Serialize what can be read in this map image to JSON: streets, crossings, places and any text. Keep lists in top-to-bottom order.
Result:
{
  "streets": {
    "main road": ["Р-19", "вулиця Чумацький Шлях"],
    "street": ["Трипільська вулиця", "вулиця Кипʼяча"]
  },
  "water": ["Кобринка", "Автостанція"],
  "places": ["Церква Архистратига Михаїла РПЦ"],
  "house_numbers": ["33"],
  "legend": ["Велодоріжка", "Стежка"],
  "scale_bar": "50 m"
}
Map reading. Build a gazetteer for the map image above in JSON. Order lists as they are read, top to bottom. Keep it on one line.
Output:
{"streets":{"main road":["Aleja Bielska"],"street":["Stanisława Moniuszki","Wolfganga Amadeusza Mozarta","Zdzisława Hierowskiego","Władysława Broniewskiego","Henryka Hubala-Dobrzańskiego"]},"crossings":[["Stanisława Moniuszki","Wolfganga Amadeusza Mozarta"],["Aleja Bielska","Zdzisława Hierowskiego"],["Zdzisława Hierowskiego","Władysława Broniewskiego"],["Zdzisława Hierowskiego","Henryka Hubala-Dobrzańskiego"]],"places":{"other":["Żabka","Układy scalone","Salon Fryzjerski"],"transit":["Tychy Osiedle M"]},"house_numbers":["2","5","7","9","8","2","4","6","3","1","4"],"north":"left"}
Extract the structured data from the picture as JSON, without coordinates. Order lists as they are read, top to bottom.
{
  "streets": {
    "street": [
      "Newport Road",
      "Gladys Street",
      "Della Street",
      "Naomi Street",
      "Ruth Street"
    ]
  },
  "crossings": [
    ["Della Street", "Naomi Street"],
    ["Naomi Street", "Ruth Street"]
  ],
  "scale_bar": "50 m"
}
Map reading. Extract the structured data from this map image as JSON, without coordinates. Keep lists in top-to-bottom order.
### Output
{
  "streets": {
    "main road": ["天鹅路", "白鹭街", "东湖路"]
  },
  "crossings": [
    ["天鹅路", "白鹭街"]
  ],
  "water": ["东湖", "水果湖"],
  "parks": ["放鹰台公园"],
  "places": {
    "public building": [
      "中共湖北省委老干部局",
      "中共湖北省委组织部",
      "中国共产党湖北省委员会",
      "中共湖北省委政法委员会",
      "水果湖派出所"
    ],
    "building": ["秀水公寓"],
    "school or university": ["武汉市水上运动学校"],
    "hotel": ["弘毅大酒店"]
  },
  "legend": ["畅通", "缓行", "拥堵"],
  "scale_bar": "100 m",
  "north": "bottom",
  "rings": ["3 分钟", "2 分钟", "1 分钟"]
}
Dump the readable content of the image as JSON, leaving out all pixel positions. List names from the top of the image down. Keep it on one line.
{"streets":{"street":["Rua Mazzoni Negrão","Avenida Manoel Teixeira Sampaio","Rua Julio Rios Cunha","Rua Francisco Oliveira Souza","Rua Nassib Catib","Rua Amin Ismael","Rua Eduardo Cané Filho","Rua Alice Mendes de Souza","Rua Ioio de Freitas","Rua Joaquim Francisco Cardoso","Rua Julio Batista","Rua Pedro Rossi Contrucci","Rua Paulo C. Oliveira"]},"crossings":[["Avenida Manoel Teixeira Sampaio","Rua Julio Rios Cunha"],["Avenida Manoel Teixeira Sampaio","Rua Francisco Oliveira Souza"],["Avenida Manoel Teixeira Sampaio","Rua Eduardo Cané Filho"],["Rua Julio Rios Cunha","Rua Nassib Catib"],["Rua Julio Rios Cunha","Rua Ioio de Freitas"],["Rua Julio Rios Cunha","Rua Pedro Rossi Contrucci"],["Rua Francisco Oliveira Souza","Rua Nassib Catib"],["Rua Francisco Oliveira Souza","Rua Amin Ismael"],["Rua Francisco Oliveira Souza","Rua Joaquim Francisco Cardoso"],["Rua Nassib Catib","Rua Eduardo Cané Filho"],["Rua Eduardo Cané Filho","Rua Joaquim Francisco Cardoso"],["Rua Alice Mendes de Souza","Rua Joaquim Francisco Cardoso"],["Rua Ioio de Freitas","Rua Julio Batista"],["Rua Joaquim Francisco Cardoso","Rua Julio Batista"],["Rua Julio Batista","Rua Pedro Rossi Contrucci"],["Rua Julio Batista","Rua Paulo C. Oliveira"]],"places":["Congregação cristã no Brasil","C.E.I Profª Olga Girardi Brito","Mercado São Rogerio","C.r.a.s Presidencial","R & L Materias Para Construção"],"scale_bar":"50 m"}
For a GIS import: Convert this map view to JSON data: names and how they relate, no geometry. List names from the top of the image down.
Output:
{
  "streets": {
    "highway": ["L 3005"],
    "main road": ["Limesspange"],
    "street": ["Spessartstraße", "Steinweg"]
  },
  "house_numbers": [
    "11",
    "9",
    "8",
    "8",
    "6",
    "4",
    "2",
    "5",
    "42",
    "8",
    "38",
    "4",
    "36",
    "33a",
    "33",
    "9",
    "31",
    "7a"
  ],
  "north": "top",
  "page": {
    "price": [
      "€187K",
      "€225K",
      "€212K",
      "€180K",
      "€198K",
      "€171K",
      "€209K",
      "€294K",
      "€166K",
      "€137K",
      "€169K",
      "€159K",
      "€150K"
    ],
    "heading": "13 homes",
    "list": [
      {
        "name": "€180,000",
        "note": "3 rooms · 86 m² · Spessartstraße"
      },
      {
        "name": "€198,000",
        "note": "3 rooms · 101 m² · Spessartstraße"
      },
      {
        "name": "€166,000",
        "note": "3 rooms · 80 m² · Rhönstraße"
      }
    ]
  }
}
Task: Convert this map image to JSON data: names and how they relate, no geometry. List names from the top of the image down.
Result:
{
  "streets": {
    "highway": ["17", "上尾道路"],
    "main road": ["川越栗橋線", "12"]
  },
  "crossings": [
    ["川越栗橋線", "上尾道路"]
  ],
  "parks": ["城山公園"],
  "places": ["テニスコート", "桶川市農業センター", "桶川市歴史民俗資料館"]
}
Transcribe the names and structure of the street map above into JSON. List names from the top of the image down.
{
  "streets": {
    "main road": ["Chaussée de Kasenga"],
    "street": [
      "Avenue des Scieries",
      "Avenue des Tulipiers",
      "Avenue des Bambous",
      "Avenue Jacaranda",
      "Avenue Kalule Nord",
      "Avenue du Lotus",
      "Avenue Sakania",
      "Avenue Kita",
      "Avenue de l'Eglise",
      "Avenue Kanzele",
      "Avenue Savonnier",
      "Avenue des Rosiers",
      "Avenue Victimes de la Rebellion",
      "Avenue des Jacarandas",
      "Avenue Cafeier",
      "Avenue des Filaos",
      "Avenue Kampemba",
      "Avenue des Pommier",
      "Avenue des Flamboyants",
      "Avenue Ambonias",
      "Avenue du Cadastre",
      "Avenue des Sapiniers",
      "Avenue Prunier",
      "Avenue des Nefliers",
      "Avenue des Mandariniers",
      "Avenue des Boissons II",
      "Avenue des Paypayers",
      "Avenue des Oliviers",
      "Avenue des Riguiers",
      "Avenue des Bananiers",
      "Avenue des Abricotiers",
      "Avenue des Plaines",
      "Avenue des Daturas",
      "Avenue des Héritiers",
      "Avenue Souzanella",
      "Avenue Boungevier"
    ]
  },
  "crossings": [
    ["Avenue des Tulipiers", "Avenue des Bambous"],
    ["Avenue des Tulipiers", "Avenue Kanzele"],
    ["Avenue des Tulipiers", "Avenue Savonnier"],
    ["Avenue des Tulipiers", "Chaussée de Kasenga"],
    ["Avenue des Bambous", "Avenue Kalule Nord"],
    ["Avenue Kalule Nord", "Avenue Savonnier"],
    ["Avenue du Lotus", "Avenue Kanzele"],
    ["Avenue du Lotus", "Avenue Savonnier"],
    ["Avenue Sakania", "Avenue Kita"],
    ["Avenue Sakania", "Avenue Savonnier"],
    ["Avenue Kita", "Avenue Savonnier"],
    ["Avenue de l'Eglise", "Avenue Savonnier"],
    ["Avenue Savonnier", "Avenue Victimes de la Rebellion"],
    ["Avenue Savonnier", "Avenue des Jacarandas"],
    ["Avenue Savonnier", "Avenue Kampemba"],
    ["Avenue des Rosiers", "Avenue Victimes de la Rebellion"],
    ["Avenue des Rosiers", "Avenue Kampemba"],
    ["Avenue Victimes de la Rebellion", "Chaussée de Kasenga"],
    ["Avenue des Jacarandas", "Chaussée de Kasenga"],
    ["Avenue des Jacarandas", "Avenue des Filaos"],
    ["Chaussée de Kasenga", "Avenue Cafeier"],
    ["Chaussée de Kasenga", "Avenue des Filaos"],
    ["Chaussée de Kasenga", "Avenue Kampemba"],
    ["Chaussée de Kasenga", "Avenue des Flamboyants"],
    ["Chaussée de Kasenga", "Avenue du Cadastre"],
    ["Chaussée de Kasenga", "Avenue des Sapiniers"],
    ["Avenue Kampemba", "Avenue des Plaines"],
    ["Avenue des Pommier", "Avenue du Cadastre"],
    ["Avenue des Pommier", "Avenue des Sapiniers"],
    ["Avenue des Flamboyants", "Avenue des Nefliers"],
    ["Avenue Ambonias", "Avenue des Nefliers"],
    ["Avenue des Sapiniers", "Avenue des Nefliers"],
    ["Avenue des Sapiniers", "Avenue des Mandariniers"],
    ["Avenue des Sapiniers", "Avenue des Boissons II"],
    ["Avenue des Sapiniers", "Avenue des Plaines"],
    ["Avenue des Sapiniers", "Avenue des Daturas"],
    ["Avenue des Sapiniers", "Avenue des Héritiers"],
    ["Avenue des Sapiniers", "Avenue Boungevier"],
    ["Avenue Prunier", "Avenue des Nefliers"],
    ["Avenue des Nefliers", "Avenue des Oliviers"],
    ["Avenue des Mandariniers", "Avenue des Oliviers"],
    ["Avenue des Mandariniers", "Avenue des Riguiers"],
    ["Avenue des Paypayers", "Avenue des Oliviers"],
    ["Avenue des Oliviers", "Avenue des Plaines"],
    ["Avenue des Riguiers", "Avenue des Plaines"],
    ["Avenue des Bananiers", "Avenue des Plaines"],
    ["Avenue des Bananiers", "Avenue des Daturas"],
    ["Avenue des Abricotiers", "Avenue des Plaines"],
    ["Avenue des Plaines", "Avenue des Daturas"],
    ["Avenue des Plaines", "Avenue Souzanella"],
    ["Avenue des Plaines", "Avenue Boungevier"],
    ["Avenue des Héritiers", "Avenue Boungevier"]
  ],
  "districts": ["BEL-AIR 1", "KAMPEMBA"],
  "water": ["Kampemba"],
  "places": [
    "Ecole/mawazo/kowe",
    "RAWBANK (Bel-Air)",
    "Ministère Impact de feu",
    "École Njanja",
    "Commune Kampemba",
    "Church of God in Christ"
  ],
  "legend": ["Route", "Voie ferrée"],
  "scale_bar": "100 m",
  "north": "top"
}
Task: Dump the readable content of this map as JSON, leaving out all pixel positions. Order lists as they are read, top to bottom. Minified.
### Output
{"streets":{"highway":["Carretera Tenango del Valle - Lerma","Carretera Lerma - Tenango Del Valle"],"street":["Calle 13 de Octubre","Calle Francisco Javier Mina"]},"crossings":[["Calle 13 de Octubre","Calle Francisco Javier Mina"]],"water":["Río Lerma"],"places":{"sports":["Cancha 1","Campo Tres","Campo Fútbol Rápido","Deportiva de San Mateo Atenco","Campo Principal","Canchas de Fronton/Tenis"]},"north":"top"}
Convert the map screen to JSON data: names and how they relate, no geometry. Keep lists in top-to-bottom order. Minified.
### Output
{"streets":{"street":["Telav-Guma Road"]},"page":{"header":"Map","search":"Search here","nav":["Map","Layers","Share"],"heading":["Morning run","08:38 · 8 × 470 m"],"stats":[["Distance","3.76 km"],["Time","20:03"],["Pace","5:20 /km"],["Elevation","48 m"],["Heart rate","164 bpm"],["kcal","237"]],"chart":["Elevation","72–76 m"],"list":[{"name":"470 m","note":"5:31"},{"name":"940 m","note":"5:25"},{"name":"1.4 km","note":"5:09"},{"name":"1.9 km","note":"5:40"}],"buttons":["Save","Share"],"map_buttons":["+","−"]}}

———

» **Problem details**
Whenever a line includes the word "Victimes", pull it out of the entries.

» **Answer section**
      "Avenue Victimes de la Rebellion",
    ["Avenue Savonnier", "Avenue Victimes de la Rebellion"],
    ["Avenue des Rosiers", "Avenue Victimes de la Rebellion"],
    ["Avenue Victimes de la Rebellion", "Chaussée de Kasenga"],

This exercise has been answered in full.